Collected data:
══════════════════════════════
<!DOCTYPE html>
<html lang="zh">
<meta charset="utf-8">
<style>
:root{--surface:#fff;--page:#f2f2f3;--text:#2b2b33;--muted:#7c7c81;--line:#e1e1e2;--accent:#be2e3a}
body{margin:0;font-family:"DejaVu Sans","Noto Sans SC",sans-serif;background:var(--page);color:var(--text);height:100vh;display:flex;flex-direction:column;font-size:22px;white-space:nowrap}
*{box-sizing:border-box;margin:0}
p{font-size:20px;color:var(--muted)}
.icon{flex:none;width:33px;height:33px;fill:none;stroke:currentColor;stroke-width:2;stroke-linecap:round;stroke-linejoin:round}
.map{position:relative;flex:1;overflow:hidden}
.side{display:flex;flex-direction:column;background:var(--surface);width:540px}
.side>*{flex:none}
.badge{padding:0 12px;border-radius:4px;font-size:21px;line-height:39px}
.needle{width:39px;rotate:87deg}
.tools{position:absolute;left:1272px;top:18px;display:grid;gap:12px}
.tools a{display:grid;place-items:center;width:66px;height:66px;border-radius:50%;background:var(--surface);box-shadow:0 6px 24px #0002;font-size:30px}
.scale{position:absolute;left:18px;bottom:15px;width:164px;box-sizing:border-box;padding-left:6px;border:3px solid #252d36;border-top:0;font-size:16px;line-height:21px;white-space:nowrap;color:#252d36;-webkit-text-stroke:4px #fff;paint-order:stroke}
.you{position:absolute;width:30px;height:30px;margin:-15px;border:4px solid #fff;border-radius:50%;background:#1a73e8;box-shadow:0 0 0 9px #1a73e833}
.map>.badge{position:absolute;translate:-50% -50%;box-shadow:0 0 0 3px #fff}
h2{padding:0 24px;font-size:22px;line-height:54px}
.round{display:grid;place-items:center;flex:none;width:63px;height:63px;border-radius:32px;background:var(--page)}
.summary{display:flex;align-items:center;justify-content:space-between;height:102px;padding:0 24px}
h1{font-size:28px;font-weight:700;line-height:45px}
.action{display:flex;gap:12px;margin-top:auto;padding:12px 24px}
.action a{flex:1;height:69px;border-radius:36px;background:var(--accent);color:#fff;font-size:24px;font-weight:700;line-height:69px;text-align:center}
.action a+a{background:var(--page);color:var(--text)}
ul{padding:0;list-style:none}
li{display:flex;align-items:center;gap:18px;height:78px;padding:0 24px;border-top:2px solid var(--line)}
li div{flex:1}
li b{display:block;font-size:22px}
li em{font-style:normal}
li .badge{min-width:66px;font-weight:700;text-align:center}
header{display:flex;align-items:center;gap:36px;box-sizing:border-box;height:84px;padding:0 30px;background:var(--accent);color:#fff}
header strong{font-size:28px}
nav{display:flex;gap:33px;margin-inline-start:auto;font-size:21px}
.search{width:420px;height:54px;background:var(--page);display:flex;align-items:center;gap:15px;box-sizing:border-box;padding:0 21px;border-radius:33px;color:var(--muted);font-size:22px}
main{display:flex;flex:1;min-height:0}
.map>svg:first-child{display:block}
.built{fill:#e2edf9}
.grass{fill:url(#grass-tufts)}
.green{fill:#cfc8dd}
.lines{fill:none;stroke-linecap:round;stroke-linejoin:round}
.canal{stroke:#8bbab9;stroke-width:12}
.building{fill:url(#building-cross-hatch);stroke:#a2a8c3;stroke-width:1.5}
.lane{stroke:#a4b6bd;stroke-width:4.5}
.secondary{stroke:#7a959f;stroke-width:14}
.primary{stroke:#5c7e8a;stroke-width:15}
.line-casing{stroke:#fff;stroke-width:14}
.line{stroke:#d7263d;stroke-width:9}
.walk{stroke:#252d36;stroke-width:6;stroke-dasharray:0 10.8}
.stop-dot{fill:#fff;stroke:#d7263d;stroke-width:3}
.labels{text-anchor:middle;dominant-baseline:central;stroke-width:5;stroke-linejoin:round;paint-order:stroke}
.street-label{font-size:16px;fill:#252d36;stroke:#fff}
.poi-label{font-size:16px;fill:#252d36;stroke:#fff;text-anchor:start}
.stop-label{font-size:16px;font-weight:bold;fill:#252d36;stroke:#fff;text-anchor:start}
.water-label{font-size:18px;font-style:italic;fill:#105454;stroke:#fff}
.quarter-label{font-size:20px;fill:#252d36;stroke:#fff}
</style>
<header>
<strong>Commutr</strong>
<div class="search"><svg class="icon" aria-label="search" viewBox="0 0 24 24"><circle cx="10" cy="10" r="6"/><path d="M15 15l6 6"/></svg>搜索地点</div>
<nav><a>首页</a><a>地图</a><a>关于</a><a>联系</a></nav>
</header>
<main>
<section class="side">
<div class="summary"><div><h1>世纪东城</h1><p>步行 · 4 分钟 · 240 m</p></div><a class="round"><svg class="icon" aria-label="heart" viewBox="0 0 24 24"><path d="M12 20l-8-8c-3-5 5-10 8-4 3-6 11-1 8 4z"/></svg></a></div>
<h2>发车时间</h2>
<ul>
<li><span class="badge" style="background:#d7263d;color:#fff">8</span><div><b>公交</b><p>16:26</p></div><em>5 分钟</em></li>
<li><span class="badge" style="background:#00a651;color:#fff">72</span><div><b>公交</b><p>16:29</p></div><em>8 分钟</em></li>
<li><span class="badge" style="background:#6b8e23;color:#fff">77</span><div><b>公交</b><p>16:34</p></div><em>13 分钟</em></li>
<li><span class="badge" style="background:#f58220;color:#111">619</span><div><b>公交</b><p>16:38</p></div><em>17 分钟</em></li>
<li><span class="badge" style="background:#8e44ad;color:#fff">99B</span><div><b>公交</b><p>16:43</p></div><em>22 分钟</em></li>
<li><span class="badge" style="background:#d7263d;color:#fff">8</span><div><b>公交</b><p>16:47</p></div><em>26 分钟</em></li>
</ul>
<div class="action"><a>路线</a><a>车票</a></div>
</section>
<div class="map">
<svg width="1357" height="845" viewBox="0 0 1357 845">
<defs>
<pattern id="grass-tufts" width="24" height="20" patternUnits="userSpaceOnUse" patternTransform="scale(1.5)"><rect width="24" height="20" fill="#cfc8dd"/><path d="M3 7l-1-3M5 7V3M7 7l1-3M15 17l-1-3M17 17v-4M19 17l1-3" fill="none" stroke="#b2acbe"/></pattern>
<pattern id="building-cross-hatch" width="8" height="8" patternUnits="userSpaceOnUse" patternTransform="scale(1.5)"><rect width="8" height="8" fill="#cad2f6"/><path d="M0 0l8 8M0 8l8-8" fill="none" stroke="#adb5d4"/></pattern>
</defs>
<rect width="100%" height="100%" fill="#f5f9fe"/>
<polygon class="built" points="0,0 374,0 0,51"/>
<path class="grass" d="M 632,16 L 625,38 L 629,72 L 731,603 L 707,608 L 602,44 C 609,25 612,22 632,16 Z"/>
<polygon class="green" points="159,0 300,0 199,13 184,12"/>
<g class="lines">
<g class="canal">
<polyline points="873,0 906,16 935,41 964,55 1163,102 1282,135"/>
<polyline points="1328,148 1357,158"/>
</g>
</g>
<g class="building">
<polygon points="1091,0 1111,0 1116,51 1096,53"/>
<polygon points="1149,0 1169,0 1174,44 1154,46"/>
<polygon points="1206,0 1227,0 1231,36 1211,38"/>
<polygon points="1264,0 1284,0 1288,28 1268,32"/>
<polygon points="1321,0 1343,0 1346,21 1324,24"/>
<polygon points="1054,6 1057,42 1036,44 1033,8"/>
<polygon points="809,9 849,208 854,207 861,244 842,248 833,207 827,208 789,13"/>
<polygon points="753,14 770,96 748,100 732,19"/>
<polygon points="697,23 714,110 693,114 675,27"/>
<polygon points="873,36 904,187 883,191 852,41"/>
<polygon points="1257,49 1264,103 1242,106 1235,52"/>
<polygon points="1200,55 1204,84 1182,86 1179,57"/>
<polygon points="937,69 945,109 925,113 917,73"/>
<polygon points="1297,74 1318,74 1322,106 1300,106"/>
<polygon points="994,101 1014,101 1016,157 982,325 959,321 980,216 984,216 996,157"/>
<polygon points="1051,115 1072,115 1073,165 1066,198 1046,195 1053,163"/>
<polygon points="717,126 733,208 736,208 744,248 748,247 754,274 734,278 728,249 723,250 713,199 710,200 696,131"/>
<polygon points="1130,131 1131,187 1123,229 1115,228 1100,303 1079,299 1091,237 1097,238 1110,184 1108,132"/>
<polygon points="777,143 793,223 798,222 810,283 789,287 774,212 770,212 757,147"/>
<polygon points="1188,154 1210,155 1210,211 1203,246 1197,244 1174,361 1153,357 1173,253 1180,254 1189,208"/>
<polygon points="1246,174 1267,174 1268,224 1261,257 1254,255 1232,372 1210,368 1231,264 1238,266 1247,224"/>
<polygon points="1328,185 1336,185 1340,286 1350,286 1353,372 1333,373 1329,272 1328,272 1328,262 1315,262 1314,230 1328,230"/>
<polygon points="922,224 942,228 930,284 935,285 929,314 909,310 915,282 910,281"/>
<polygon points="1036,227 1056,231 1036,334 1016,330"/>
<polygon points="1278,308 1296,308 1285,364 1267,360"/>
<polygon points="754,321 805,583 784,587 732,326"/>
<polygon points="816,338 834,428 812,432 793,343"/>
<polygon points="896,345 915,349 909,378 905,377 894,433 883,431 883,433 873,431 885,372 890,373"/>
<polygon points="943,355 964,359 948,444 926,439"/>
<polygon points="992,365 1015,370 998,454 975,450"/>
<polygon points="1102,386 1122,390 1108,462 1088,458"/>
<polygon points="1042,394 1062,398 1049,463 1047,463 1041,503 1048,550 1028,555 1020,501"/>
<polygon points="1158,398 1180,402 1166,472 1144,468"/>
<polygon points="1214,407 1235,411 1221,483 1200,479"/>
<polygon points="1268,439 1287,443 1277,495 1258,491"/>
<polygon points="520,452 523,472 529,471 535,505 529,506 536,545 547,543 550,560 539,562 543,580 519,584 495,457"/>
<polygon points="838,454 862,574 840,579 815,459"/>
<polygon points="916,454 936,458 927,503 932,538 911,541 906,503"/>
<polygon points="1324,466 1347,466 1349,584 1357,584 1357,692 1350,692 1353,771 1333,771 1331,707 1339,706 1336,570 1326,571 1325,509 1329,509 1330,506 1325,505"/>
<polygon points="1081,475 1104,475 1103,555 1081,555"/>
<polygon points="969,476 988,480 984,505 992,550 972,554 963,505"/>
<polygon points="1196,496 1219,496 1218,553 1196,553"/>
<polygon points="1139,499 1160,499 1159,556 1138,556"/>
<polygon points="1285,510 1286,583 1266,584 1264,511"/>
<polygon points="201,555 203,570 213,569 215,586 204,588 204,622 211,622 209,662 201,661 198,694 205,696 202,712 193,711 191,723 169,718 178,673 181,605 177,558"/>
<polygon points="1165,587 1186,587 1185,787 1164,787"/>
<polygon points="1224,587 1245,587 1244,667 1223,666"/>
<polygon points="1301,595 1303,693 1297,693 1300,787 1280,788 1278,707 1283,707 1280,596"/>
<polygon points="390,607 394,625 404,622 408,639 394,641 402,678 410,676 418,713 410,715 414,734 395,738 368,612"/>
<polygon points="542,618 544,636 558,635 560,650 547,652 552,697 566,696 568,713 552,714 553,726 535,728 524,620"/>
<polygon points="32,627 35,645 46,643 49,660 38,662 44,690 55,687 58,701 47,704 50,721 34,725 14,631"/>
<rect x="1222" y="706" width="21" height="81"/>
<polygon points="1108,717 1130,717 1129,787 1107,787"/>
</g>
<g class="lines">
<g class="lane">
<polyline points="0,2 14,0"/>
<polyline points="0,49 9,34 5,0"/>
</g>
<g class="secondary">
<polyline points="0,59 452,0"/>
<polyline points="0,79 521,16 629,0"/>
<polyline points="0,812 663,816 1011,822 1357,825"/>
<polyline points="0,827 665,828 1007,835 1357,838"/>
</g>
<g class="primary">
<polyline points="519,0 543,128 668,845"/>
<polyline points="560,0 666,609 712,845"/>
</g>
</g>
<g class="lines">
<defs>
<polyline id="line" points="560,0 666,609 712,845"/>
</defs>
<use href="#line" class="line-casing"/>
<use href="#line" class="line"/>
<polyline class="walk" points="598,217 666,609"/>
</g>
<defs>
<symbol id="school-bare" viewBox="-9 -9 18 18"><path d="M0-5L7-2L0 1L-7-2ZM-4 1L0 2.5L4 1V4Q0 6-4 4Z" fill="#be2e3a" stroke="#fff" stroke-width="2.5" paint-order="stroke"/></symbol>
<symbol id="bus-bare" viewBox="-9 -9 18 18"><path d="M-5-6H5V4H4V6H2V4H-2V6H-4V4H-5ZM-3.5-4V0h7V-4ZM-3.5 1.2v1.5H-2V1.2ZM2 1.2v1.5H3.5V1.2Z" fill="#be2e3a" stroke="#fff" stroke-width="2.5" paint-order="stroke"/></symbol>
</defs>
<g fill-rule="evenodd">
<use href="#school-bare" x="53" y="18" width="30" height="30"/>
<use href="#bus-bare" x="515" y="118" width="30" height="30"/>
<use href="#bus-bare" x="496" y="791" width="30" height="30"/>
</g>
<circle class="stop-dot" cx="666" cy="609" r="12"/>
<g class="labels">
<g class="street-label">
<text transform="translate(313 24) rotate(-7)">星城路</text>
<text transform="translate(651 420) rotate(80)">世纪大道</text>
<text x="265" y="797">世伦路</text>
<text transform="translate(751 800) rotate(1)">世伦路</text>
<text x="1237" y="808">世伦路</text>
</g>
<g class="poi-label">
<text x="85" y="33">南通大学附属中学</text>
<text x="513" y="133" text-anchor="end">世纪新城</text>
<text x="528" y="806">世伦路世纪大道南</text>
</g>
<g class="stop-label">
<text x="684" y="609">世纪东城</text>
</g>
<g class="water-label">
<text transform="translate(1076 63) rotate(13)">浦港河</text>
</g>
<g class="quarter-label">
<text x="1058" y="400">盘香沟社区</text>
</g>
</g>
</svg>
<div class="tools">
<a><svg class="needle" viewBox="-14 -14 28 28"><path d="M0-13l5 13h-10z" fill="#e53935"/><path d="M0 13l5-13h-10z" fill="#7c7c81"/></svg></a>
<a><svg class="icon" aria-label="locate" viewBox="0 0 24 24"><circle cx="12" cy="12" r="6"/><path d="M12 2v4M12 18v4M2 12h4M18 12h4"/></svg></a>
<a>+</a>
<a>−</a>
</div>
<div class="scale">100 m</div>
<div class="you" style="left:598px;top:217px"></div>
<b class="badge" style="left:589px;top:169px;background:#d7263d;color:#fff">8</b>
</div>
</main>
══════════════════════════════
TASK REQUIREMENTS: Select the lines from the entries that include the word "solid".

REPLY:
.scale{position:absolute;left:18px;bottom:15px;width:164px;box-sizing:border-box;padding-left:6px;border:3px solid #252d36;border-top:0;font-size:16px;line-height:21px;white-space:nowrap;color:#252d36;-webkit-text-stroke:4px #fff;paint-order:stroke}
.you{position:absolute;width:30px;height:30px;margin:-15px;border:4px solid #fff;border-radius:50%;background:#1a73e8;box-shadow:0 0 0 9px #1a73e833}
li{display:flex;align-items:center;gap:18px;height:78px;padding:0 24px;border-top:2px solid var(--line)}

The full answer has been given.